4) when Twitter changed their metrics they had 320 million monthly active users that turned into 112 million monetizable daily active users. Now they have 188 million monetizable daily active users which is likely comparable to 500 to 600M monthly active users of other platforms
Want to be tra soarent since ive been so vocal on $trit that last night i reached out again given some discrepancies in financial statements related to account receivables being so high and their platform costs not being in r&d but in investing cash flows (higher ebitda shown)

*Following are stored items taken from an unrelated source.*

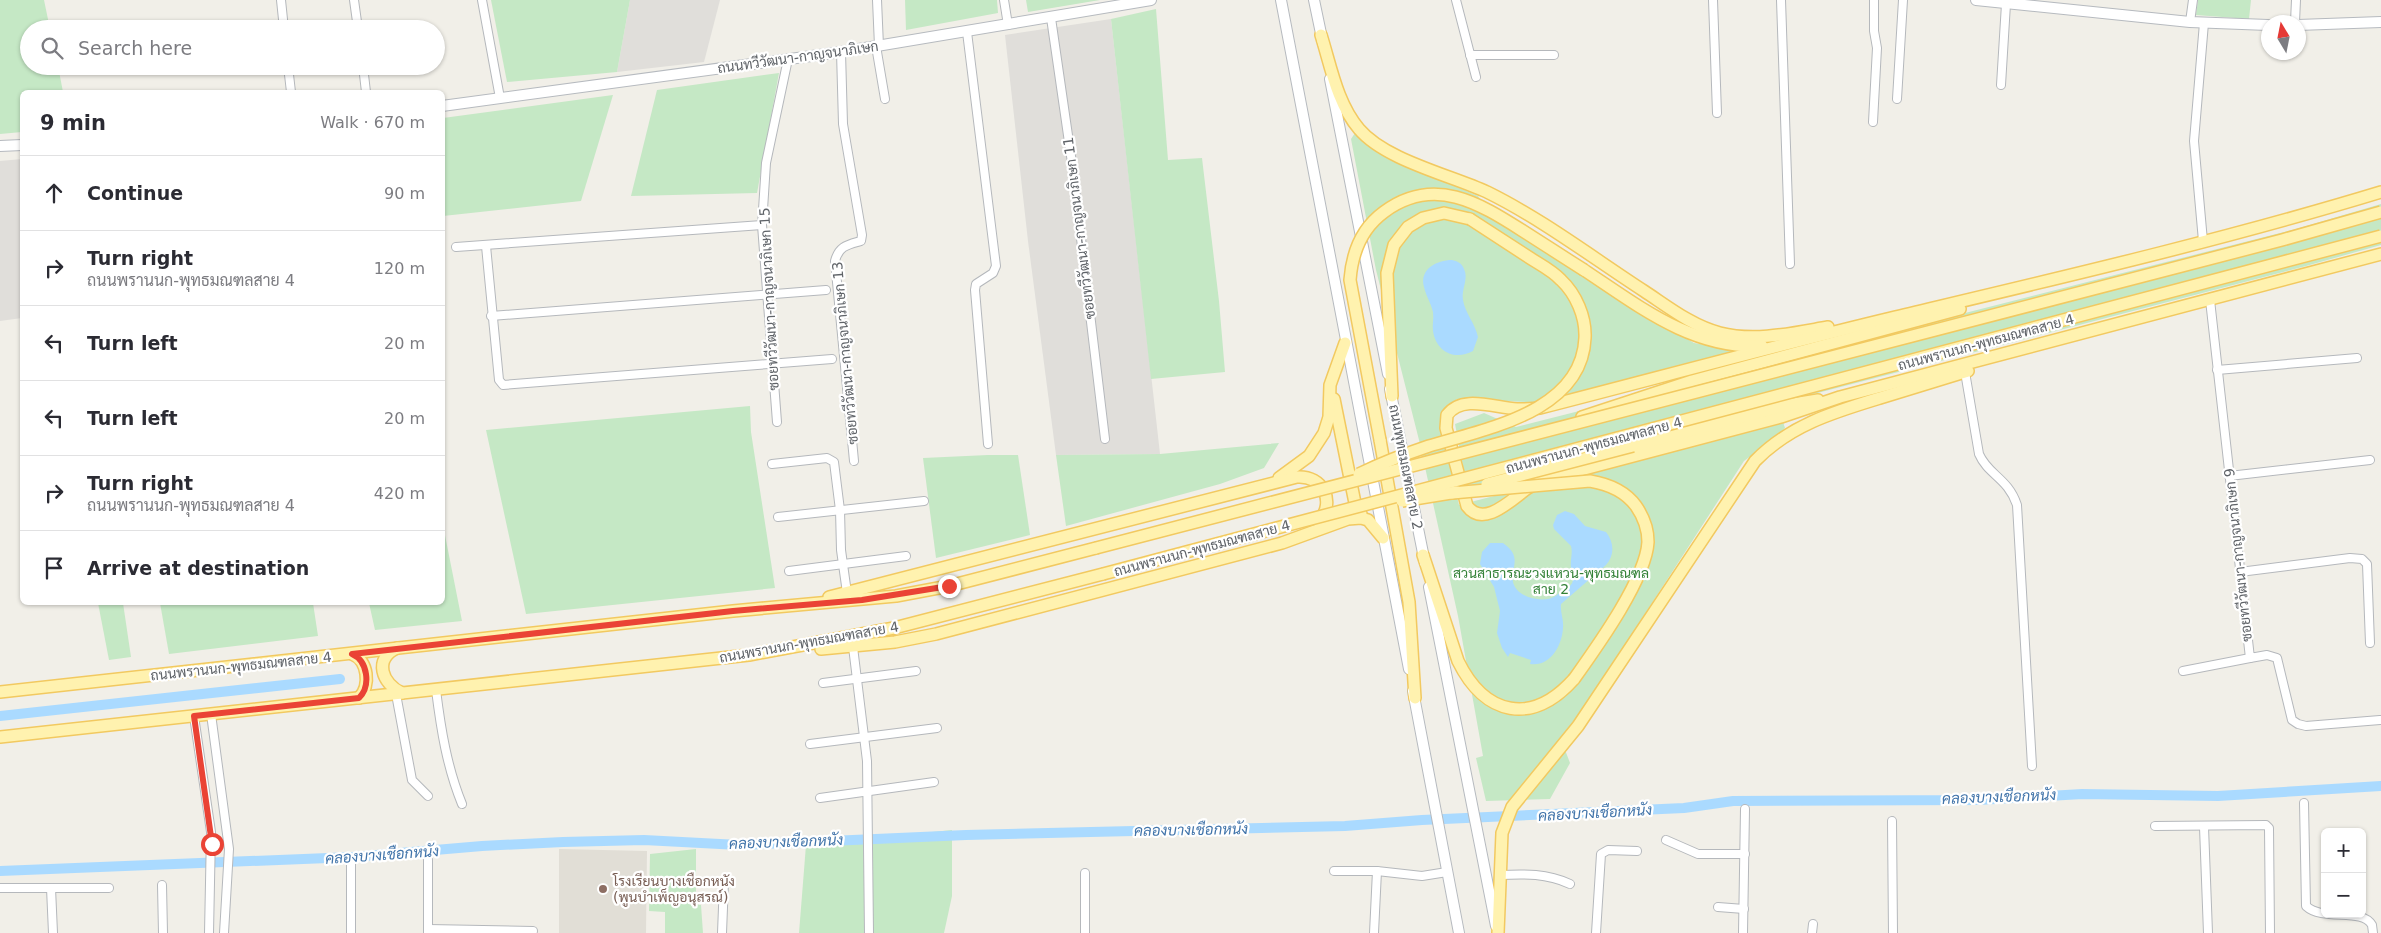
<!DOCTYPE html>
<html lang="en">
<head>
<meta charset="utf-8">
<style>
	:root { --surface:#fff; --page:#f7f7f7; --text:#2b2b33; --muted:#7c7c81; --line:#e1e1e2 }
	body { margin:0; font-family:"DejaVu Sans",Sarabun,sans-serif; background:var(--page); color:var(--text) }
	.controls { position:absolute; right:15px; bottom:15px; display:grid; overflow:hidden; border-radius:8px; box-shadow:0 1px 4px #0004 }
	.controls button { width:45px; height:45px; display:grid; place-items:center; padding:0; border:0; border-bottom:1px solid var(--line); background:var(--surface); color:var(--text); font:25px sans-serif }
	.compass { position:absolute; left:2261px; top:15px; width:45px; height:45px; border-radius:50%; background:var(--surface); box-shadow:0 1px 4px #0004; rotate:350deg }
	.stop { position:absolute; width:15px; height:15px; margin:-11px; border:4px solid #ea4335; border-radius:50%; background:#fff }
	.stop.end { background:#ea4335; border-color:#fff; box-shadow:0 1px 5px #0008 }
	.list { margin:0; padding:0; list-style:none }
	h2 { display:flex; justify-content:space-between; align-items:center; height:65px; margin:0; padding:0 20px; font-size:21px }
	h2 small { font-size:16px; font-weight:400; color:var(--muted) }
	.list li { display:grid; grid-template-columns:32px 1fr auto; gap:15px; align-items:center; box-sizing:border-box; height:75px; padding:0 20px; border-top:1px solid var(--line) }
	.list b { display:block; font-size:19px; white-space:nowrap }
	.list p { margin:0; font-size:16px; white-space:nowrap; color:var(--muted) }
	.list em { font-size:16px; font-style:normal; color:var(--muted) }
	.icon { flex:none; width:28px; height:28px; fill:none; stroke:currentColor; stroke-width:2; stroke-linecap:round; stroke-linejoin:round }
	.map { position:relative; flex:none; width:2381px; height:933px; overflow:hidden }
	.search { position:absolute; background:var(--surface); box-shadow:0 1px 4px #0004; left:20px; top:20px; width:425px; height:55px; display:flex; align-items:center; gap:12px; box-sizing:border-box; padding:0 18px; border-radius:28px; color:var(--muted); font-size:19px }
	.panel { position:absolute; background:var(--surface); box-shadow:0 1px 4px #0004; left:20px; top:90px; width:425px; height:515px; border-radius:8px }
	.map>svg:first-child { display:block }
	.industrial { fill:#e0deda }
	.education { fill:#e1ded6 }
	.green { fill:#c5e8c5 }
	.water { fill:#aadaff }
	.lines { fill:none; stroke-linecap:round; stroke-linejoin:round }
	.canal { stroke:#aadaff; stroke-width:10 }
	.street-casing { stroke:#b5b8bc; stroke-width:10 }
	.secondary-casing { stroke:#b6babf; stroke-width:12 }
	.primary-casing { stroke:#f2c960; stroke-width:14 }
	.street { stroke:#fff; stroke-width:8 }
	.secondary { stroke:#fff; stroke-width:10 }
	.primary { stroke:#fff2af; stroke-width:11 }
	.primary-bridge-casing { stroke:#f2c960; stroke-width:14; stroke-linecap:butt }
	.primary-bridge { stroke:#fff2af; stroke-width:11 }
	.route { stroke:#ea4335; stroke-width:6 }
	.education-dot { fill:#8d6e63; stroke:#fff; stroke-width:2 }
	.labels { text-anchor:middle; dominant-baseline:central; stroke-width:4.5; stroke-linejoin:round; paint-order:stroke }
	.street-label { font-size:14px; fill:#5f6368; stroke:#fff }
	.park-label { font-size:14px; fill:#348238; stroke:#fff }
	.education-label { font-size:14px; fill:#785e54; stroke:#fff; text-anchor:start }
	.water-label { font-size:15px; font-style:italic; fill:#4174aa; stroke:#fff }
</style>
</head>
<body>
<div class="map">
<svg width="2381" height="933" viewBox="0 0 2381 933">
	<rect width="100%" height="100%" fill="#f1efe8"/>
	<g class="industrial">
		<polygon points="630,0 720,0 704,62 617,72"/>
		<polygon points="1111,19 1160,454 1056,455 1028,241 1005,35"/>
		<polygon points="22,159 22,318 0,321 0,161"/>
	</g>
	<polygon class="education" points="559,849 647,851 646,933 559,933"/>
	<g class="green">
		<polygon points="0,0 44,0 50,29 29,29 29,66 58,66 63,92 22,92 22,132 0,134"/>
		<polygon points="491,0 630,0 617,72 507,82"/>
		<polygon points="905,0 997,0 998,13 906,30"/>
		<polygon points="1026,0 1100,0 1028,12"/>
		<polygon points="2198,0 2251,0 2249,19 2196,15"/>
		<polygon points="1156,9 1168,160 1202,158 1219,301 1225,372 1151,379 1111,19"/>
		<polygon points="779,73 757,193 631,196 657,90"/>
		<polygon points="613,95 581,201 443,216 443,118"/>
		<polygon points="1355,133 1361,140 1379,153 1478,196 1495,218 1606,290 1694,343 1742,351 1549,403 1457,399 1446,408 1440,423 1459,505 1783,422 1785,428 1778,436 1744,461 1562,742 1570,763 1550,799 1486,801 1476,758 1483,756 1458,616 1419,440 1376,270 1351,139"/>
		<polygon points="2381,204 2381,245 2306,266 1525,469 1518,483 1469,499 1455,424 1484,413 1516,427 2296,229"/>
		<polygon points="750,406 751,432 775,588 526,614 486,430"/>
		<polygon points="1279,443 1264,468 1220,484 1066,526 1056,455 1160,454"/>
		<polygon points="988,455 1018,455 1030,535 936,558 923,458"/>
		<polygon points="443,525 462,621 375,630 369,603 442,602"/>
		<polygon points="98,603 123,603 131,657 109,660"/>
		<polygon points="160,603 313,603 318,636 169,654"/>
		<polygon points="952,830 952,896 944,933 799,933 806,845"/>
		<polygon points="696,849 696,904 701,905 703,933 665,933 665,912 649,911 650,854"/>
	</g>
	<g class="water">
		<path d="M1452 260C1457 261 1462 263 1464 269 1469 279 1461 289 1463 300 1465 313 1475 323 1478 337L1473 351C1455 361 1436 352 1433 331 1432 325 1434 319 1433 312 1431 303 1426 296 1424 287 1419 269 1437 260 1452 260Z"/>
		<path d="M1565 511 1574 514 1585 526 1606 532C1614 542 1615 555 1606 565L1561 604C1560 612 1564 620 1563 628 1562 646 1550 667 1530 664L1531 660 1510 653 1508 657 1502 648 1497 633 1500 611 1494 587 1480 564 1482 552 1490 543H1503C1525 558 1508 570 1514 585 1520 599 1546 604 1557 595 1562 590 1572 588 1573 580 1574 576 1572 572 1571 568 1570 560 1573 553 1571 546L1554 529 1553 525 1557 515Z"/>
	</g>
	<g class="lines">
		<g class="canal">
			<polyline points="0,716 340,679"/>
			<polyline points="0,871 353,857 482,846 563,842 644,840 739,845 966,835 1345,826 1422,820 1684,808 1733,801 1978,800 2082,794 2218,796 2381,786"/>
		</g>
		<defs>
			<g id="street">
				<polyline points="281,0 284,29"/>
				<polyline points="354,0 358,29"/>
				<polyline points="482,0 500,98"/>
				<polyline points="877,0 879,46"/>
				<polyline points="1004,0 1008,25"/>
				<polyline points="1456,0 1476,77"/>
				<polyline points="1713,0 1717,113"/>
				<polyline points="1781,0 1790,264"/>
				<polyline points="1051,18 1072,163 1105,439"/>
				<polyline points="2190,22 2193,0"/>
				<polyline points="2295,22 2296,0"/>
				<polyline points="967,32 996,266 993,273 976,284 975,290 988,444"/>
				<polyline points="876,46 885,99"/>
				<path d="M841 52 843 124 862 235 861 241C847 245 839 246 835 261L854 461"/>
				<polyline points="1470,55 1554,55"/>
				<polyline points="288,66 291,92"/>
				<polyline points="363,66 366,92"/>
				<polyline points="2001,85 2006,4"/>
				<polyline points="1897,99 1903,0"/>
				<polyline points="1873,122 1877,48 1874,31 1874,0"/>
				<polyline points="2203,241 2194,141 2204,23"/>
				<polyline points="486,246 499,380 503,385 832,359"/>
				<polyline points="456,247 762,225"/>
				<polyline points="2210,300 2250,658 2267,655 2277,658 2292,720 2298,724 2306,726 2380,720"/>
				<polyline points="491,316 826,290"/>
				<polyline points="2217,370 2357,358"/>
				<path d="M1965 372 1979 454C1988 475 2008 478 2017 505L2032 766"/>
				<polyline points="777,422 762,225 766,163 788,59"/>
				<polyline points="772,464 827,458 834,462 840,510 841,550 847,593"/>
				<polyline points="2229,476 2370,460"/>
				<polyline points="778,517 924,501"/>
				<polyline points="789,571 906,556"/>
				<polyline points="2240,572 2350,558 2362,559 2367,564 2370,643"/>
				<polyline points="853,647 867,761 869,933"/>
				<polyline points="2183,671 2250,658"/>
				<polyline points="823,683 916,671"/>
				<path d="M436 690C441 730 447 767 462 804"/>
				<polyline points="396,694 412,780 428,796"/>
				<polyline points="211,714 229,849 224,933"/>
				<polyline points="194,716 211,832 209,933"/>
				<polyline points="810,744 937,728"/>
				<polyline points="820,798 934,782"/>
				<path d="M2304 803 2306 906C2323 922 2362 907 2372 925L2373 933"/>
				<polyline points="1892,821 1893,933"/>
				<polyline points="2155,826 2266,825 2269,828 2270,933"/>
				<polyline points="2204,827 2208,933"/>
				<polyline points="1666,840 1698,854 1745,854"/>
				<polyline points="428,860 428,933"/>
				<polyline points="351,863 351,933"/>
				<polyline points="1334,871 1377,871 1422,876 1447,872"/>
				<polyline points="1085,873 1085,933"/>
				<path d="M1499 875C1525 874 1546 873 1570 884"/>
				<polyline points="162,885 163,933"/>
				<polyline points="0,888 109,888"/>
				<polyline points="51,888 53,933"/>
				<polyline points="1718,907 1744,909"/>
				<polyline points="428,929 533,931"/>
				<polyline points="722,933 724,882"/>
				<polyline points="1374,933 1377,871"/>
				<polyline points="1596,933 1601,854 1608,850 1637,851"/>
				<polyline points="1743,933 1745,809"/>
				<polyline points="1812,933 1813,924"/>
			</g>
			<g id="secondary">
				<polyline points="1281,0 1409,669"/>
				<polyline points="1314,0 1323,43"/>
				<polyline points="1976,0 2190,22 2268,25"/>
				<polyline points="2298,25 2381,22"/>
				<polyline points="1330,79 1388,374"/>
				<polyline points="442,106 841,52 1151,0"/>
				<polyline points="0,146 22,145"/>
				<polyline points="1390,389 1425,563"/>
				<polyline points="1429,587 1496,926"/>
				<polyline points="1413,691 1459,933"/>
			</g>
			<g id="primary">
				<path d="M1321 35C1331 67 1337 103 1359 129 1385 160 1450 175 1487 192 1542 219 1593 258 1644 291 1667 306 1692 326 1720 333 1755 342 1793 333 1828 327"/>
				<path d="M2381 192C2220 241 2055 279 1891 318 1774 346 1657 378 1540 408 1532 409 1525 409 1517 409 1495 408 1462 394 1447 415L1446 428 1467 506C1484 529 1513 498 1528 488 1536 483 1545 480 1554 477L1781 417 1840 397 2381 254"/>
				<path d="M1584 270C1640 307 1692 349 1762 346"/>
				<polyline points="1392,396 1387,273 1394,245 1408,227 1423,218 1444,213 1470,219"/>
				<polyline points="1334,399 1355,503 1361,514"/>
				<polyline points="1582,417 1692,381 1960,309"/>
				<polyline points="1380,440 1409,602 1415,698"/>
				<polyline points="1633,446 1787,405 1818,400"/>
				<polyline points="1279,478 1309,456 1324,433 1329,417 1330,385 1345,343"/>
				<path d="M1423 555 1458 661C1485 716 1532 726 1574 679"/>
				<path d="M829 597 1297 477C1323 475 1336 502 1319 521"/>
				<path d="M397 648C373 659 382 684 402 693"/>
				<polyline points="821,649 895,642 936,634 1282,543 1348,519 1361,518 1368,520 1383,538"/>
				<path d="M352 654C368 660 371 686 359 698"/>
				<polyline points="0,692 733,611 896,596 949,586 1096,548"/>
				<polyline points="0,737 749,655 894,628 1103,574"/>
				<path d="M1498 933 1502 833 1512 807 1578 726 1755 461C1790 425 1834 412 1880 398 1909 389 1939 380 1968 371"/>
			</g>
		</defs>
		<use href="#street" class="street-casing"/>
		<use href="#secondary" class="secondary-casing"/>
		<use href="#primary" class="primary-casing"/>
		<use href="#street" class="street"/>
		<use href="#secondary" class="secondary"/>
		<use href="#primary" class="primary"/>
		<defs>
			<g id="primary-bridge">
				<path d="M1380 440 1350 280C1352 253 1362 228 1384 212 1434 175 1479 203 1523 231 1543 244 1564 257 1584 270"/>
				<path d="M1359 474C1382 463 1405 454 1429 446 1485 429 1582 412 1585 338 1586 317 1576 294 1561 280 1553 271 1541 265 1530 258 1510 245 1490 232 1470 219"/>
				<polyline points="1487,484 1633,446"/>
				<path d="M1452 493 1590 481C1608 484 1625 491 1636 506 1643 516 1648 529 1648 542 1646 579 1596 648 1574 679"/>
				<polyline points="1402,501 1457,492"/>
				<polyline points="1096,548 2282,240 2381,212"/>
				<polyline points="1103,574 2381,236"/>
			</g>
		</defs>
		<use href="#primary-bridge" class="primary-bridge-casing"/>
		<use href="#primary-bridge" class="primary-bridge"/>
	</g>
	<g class="lines">
		<path class="route" d="M212 844 194 716 359 698C371 686 368 661 352 654L733 611 862 600 949 586"/>
	</g>
	<circle class="education-dot" cx="603" cy="889" r="5"/>
	<g class="labels">
		<g class="street-label">
			<text transform="translate(798 57) rotate(-8)">ถนนทวีวัฒนา-กาญจนาภิเษก</text>
			<text transform="translate(1079 228) rotate(-97)">ซอยทวีวัฒนา-กาญจนาภิเษก 11</text>
			<text transform="translate(769 299) rotate(-93)">ซอยทวีวัฒนา-กาญจนาภิเษก 15</text>
			<text transform="translate(1986 342) rotate(-15)">ถนนพรานนก-พุทธมณฑลสาย 4</text>
			<text transform="translate(845 353) rotate(-95)">ซอยทวีวัฒนา-กาญจนาภิเษก 13</text>
			<text transform="translate(1594 445) rotate(-15)">ถนนพรานนก-พุทธมณฑลสาย 4</text>
			<text transform="translate(1406 467) rotate(79)">ถนนพุทธมณฑลสาย 2</text>
			<text transform="translate(1202 548) rotate(-15)">ถนนพรานนก-พุทธมณฑลสาย 4</text>
			<text transform="translate(2238 555) rotate(-96)">ซอยทวีวัฒนา-กาญจนาภิเษก 9</text>
			<text transform="translate(809 642) rotate(-10)">ถนนพรานนก-พุทธมณฑลสาย 4</text>
			<text transform="translate(241 666) rotate(-6)">ถนนพรานนก-พุทธมณฑลสาย 4</text>
		</g>
		<g class="park-label">
			<text x="1551" y="573">สวนสาธารณะวงแหวน-พุทธมณฑล<tspan x="1551" dy="16">สาย 2</tspan></text>
		</g>
		<g class="education-label">
			<text x="613" y="881">โรงเรียนบางเชือกหนัง<tspan x="613" dy="16">(พูนบำเพ็ญอนุสรณ์)</tspan></text>
		</g>
		<g class="water-label">
			<text transform="translate(1999 797) rotate(-2)">คลองบางเชือกหนัง</text>
			<text transform="translate(1595 813) rotate(-3)">คลองบางเชือกหนัง</text>
			<text transform="translate(1191 830) rotate(-1)">คลองบางเชือกหนัง</text>
			<text transform="translate(786 842) rotate(-2)">คลองบางเชือกหนัง</text>
			<text transform="translate(382 855) rotate(-4)">คลองบางเชือกหนัง</text>
		</g>
	</g>
</svg>
<div class="controls">
<button>+</button>
<button>−</button>
</div>
<svg class="compass" viewBox="-18 -18 36 36"><path d="M0-13l5 13h-10z" fill="#e53935"/><path d="M0 13l5-13h-10z" fill="#7c7c81"/></svg>
<div class="stop" style="left:212px;top:844px"></div>
<div class="stop end" style="left:949px;top:586px"></div>
<div class="search"><svg class="icon" aria-label="search" viewBox="0 0 24 24"><circle cx="10" cy="10" r="6"/><path d="M15 15l6 6"/></svg>Search here</div>
<section class="panel">
<h2>9 min<small>Walk · 670 m</small></h2>
<ul class="list">
<li><svg class="icon" aria-label="ahead" viewBox="0 0 24 24"><path d="M12 20V5M6 11l6-6 6 6"/></svg><div><b>Continue</b></div><em>90 m</em></li>
<li><svg class="icon" aria-label="right" viewBox="0 0 24 24"><path d="M7 20v-9h11M14 6l5 5-5 5"/></svg><div><b>Turn right</b><p>ถนนพรานนก-พุทธมณฑลสาย 4</p></div><em>120 m</em></li>
<li><svg class="icon" aria-label="left" viewBox="0 0 24 24"><path d="M17 20v-9H6M10 6l-5 5 5 5"/></svg><div><b>Turn left</b></div><em>20 m</em></li>
<li><svg class="icon" aria-label="left" viewBox="0 0 24 24"><path d="M17 20v-9H6M10 6l-5 5 5 5"/></svg><div><b>Turn left</b></div><em>20 m</em></li>
<li><svg class="icon" aria-label="right" viewBox="0 0 24 24"><path d="M7 20v-9h11M14 6l5 5-5 5"/></svg><div><b>Turn right</b><p>ถนนพรานนก-พุทธมณฑลสาย 4</p></div><em>420 m</em></li>
<li><svg class="icon" aria-label="arrive" viewBox="0 0 24 24"><path d="M6 21V4h12l-3 4 3 4H6"/></svg><div><b>Arrive at destination</b></div></li>
</ul>
</section>
</div>
</body>
</html>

While the comoany has not gotten back to me on the details of my additional questions they did say that they dont plan to have any formal quarter results for the q they just provided estimates for... they said their press release saying 17M rev plus 10M net income is all we get
Said their auditor kpmg is “budy” till january and would take thrm 30 days to do and by Feb it will be old news and they think spending 50k on that doesnt make sense. The next formal financial results they will provide will be for year end in feb and they said they have 120 days
Just spent an hour on the phone with $trit IR: 1) company has 56 employees of which 6 are engineers related to the platform who are managed by Ashish. The key is in addition they outsource to India additional 50-80 tech contractors at any given time who they used to launch Kratos
2) srinivas is a controlling investor in Rhodium but company has full time CEO and CFO and he doesnt control and is not privy to the day to day operations of the company. $trit started through him seeing a need for a better way to trade more effectively through Rhodium experience
They of course used Rhodium & its relationships with parties it does business with as the first customers of their platform which youd expect. In June 2019 related party rev was 100%, down to 26.5% by Feb 2020 & last q down to under 10% as they onboard more 3rd parties.
Some $trit thoughts: 1) def some red flags here however at this valuation vs the 65% rev growth rate and solid profitability i think its already more than reflected in the price of the stock here. Without these red flags i dont see why this stock wouldnt be 2-3x this price now
2) Lot of ppl looking at the connection between the founder of $trit and the company that has the financial issues ehich he also controls however did anyone listen to the update call? Company explained many customers in space affected by covid & asking for longer payment terms
3) Everyone understands & grants these terms (including lenders) except this one time for this customer the lender associated with the transaction didnt agree which is y rhodium has the issue. Company said the transaction in question was NOT even done through $trit’s platform!